Women and girls are forced to walk several kilometres away from their homes and safety nets to get water.
SA’s current and past water dilemmas
For South Africa, 2022 brought big concerns about this issue, such as the typhoid outbreak in Gauteng that occurred earlier this year and the recent floods in Kwa-Zulu Natal which the province is still recovering from all had to impact on water conservation. All these can be attributed to climate change which makes access to the water difficult.
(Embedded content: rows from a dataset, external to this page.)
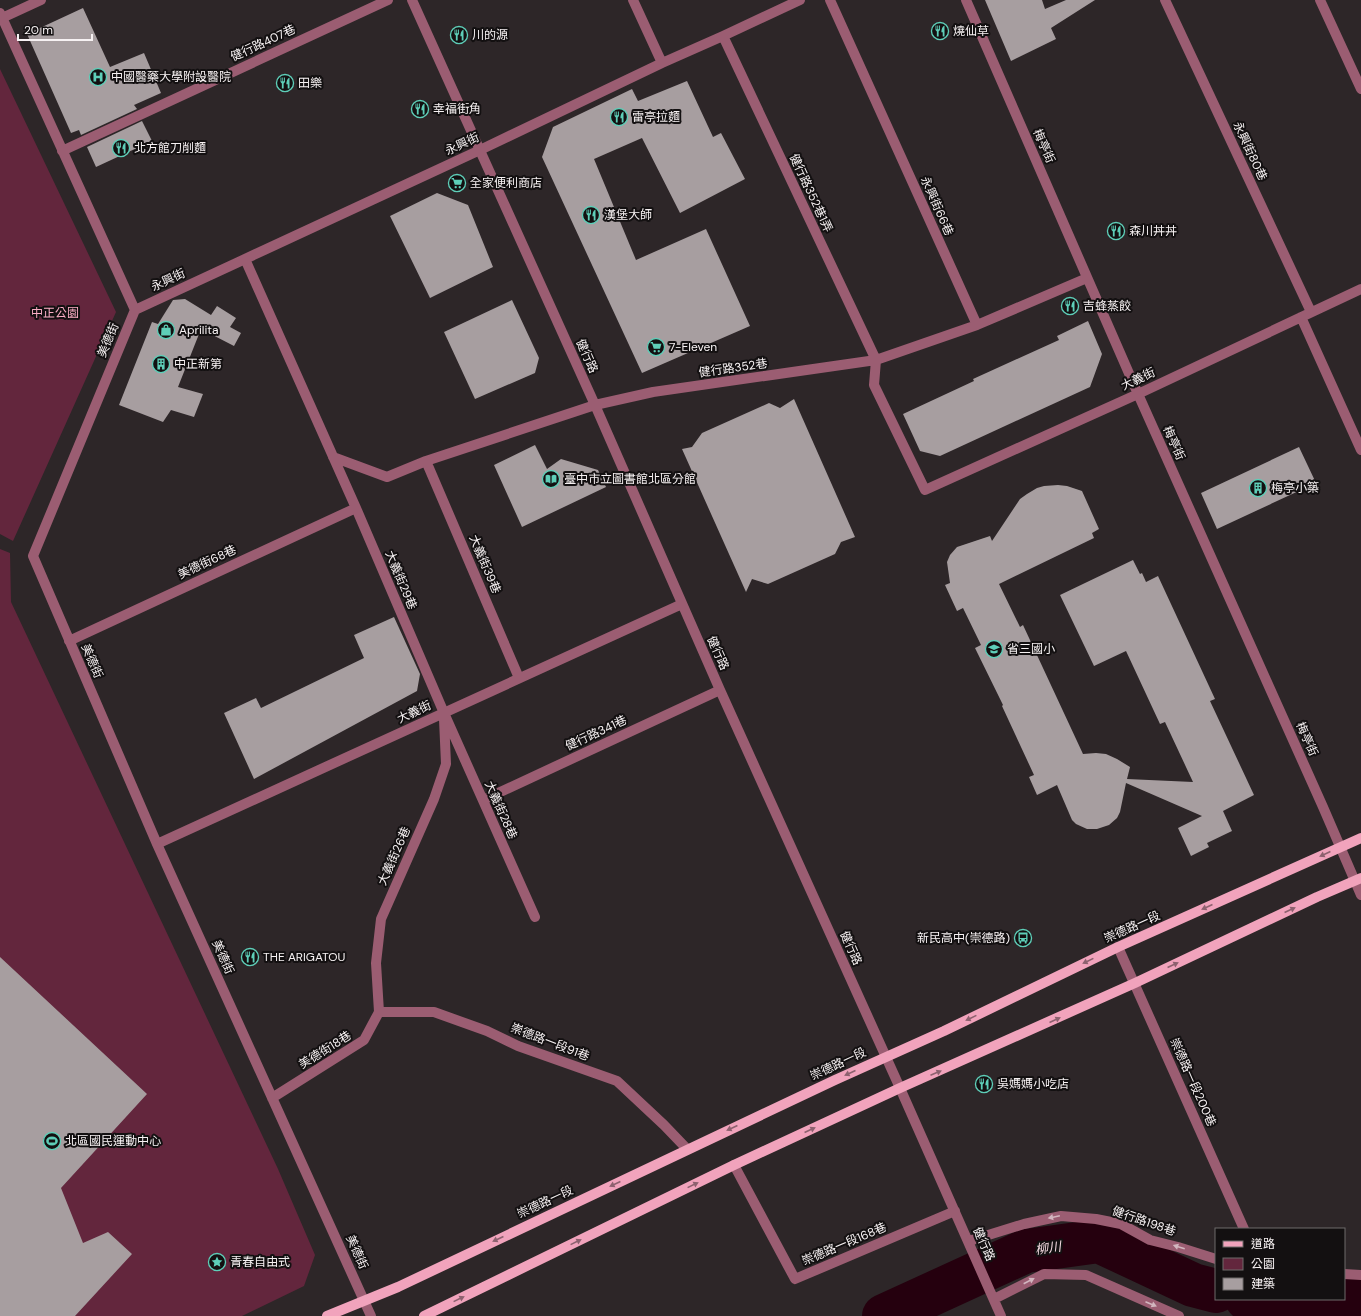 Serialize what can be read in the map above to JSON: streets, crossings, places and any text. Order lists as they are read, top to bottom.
{
  "streets": {
    "main road": ["崇德路一段"],
    "street": [
      "健行路407巷",
      "永興街",
      "梅亭街",
      "永興街80巷",
      "健行路352巷1弄",
      "永興街66巷",
      "美德街",
      "健行路",
      "健行路352巷",
      "大義街",
      "美德街68巷",
      "大義街39巷",
      "大義街29巷",
      "健行路341巷",
      "大義街28巷",
      "大義街26巷",
      "崇德路一段91巷",
      "美德街18巷",
      "崇德路一段200巷",
      "健行路198巷",
      "崇德路一段168巷"
    ]
  },
  "crossings": [
    ["永興街", "健行路352巷1弄"],
    ["永興街", "美德街"],
    ["永興街", "健行路"],
    ["永興街", "大義街29巷"],
    ["梅亭街", "大義街"],
    ["梅亭街", "崇德路一段"],
    ["永興街80巷", "大義街"],
    ["健行路352巷1弄", "健行路352巷"],
    ["健行路352巷1弄", "大義街"],
    ["美德街", "大義街"],
    ["美德街", "美德街68巷"],
    ["美德街", "崇德路一段"],
    ["美德街", "美德街18巷"],
    ["健行路", "健行路352巷"],
    ["健行路", "大義街"],
    ["健行路", "健行路341巷"],
    ["健行路", "崇德路一段"],
    ["健行路", "健行路198巷"],
    ["健行路", "崇德路一段168巷"],
    ["健行路352巷", "大義街"],
    ["大義街", "大義街39巷"],
    ["大義街", "大義街29巷"],
    ["大義街", "大義街28巷"],
    ["大義街", "大義街26巷"],
    ["美德街68巷", "大義街29巷"],
    ["大義街29巷", "大義街28巷"],
    ["大義街29巷", "大義街26巷"],
    ["健行路341巷", "大義街28巷"],
    ["大義街28巷", "大義街26巷"],
    ["大義街26巷", "崇德路一段91巷"],
    ["大義街26巷", "美德街18巷"],
    ["崇德路一段", "崇德路一段91巷"],
    ["崇德路一段", "崇德路一段200巷"],
    ["崇德路一段91巷", "美德街18巷"]
  ],
  "water": ["柳川"],
  "parks": ["中正公園"],
  "places": {
    "restaurant": [
      "燒仙草",
      "川的源",
      "田樂",
      "幸福街角",
      "雷亭拉麵",
      "北方館刀削麵",
      "漢堡大師",
      "森川丼丼",
      "吉蜂蒸餃",
      "THE ARIGATOU",
      "吳媽媽小吃店"
    ],
    "hospital": ["中國醫藥大學附設醫院"],
    "supermarket": ["全家便利商店", "7-Eleven"],
    "shop": ["Aprilita"],
    "building": ["中正新第", "梅亭小築"],
    "library": ["臺中市立圖書館北區分館"],
    "school or university": ["省三國小"],
    "bus stop": ["新民高中(崇德路)"],
    "sports": ["北區國民運動中心"],
    "place": ["青春自由式"]
  },
  "legend": ["道路", "公園", "建築"],
  "scale_bar": "20 m"
}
Take Sandra Siakam for example, a 26-years-old woman who resides in Midrand, Gauteng. She was not aware of the water outages in her area when she moved in and now must store ten litres of water in case of random water outages, she says, “It makes my independent life a bit more difficult as I have to travel 25 minutes away to my parents’ house to use their water.”
Another woman from Midrand Mountains, Thuto Tshabalala, 25-years-old and mother of one little girl reminisces about her time in Bloemfontein, a Free State whereby water was scarce, they had to store big black bins of water and keep about 10-15 litres of drinking water because of common and consistent water outages. As a mother, she says, “I am fortunate to now reside in Midrand, where this problem doesn’t often happen.”
Towns such as Makhanda, formerly known as Grahamstown in the Eastern Cape have water pipes burst and leak for hours on end, water would be scarce due to supposed dried up streams and rivers which were the town’s main supply and would not be restored for as close to a week from area to area. And Kwa-Zulu Natal Province just recently experienced floods. This affected several women living in already poor conditions with their families in the area, which in turn would now have trouble sustaining their livelihoods. Vegetable gardens that they depended on were completely submerged.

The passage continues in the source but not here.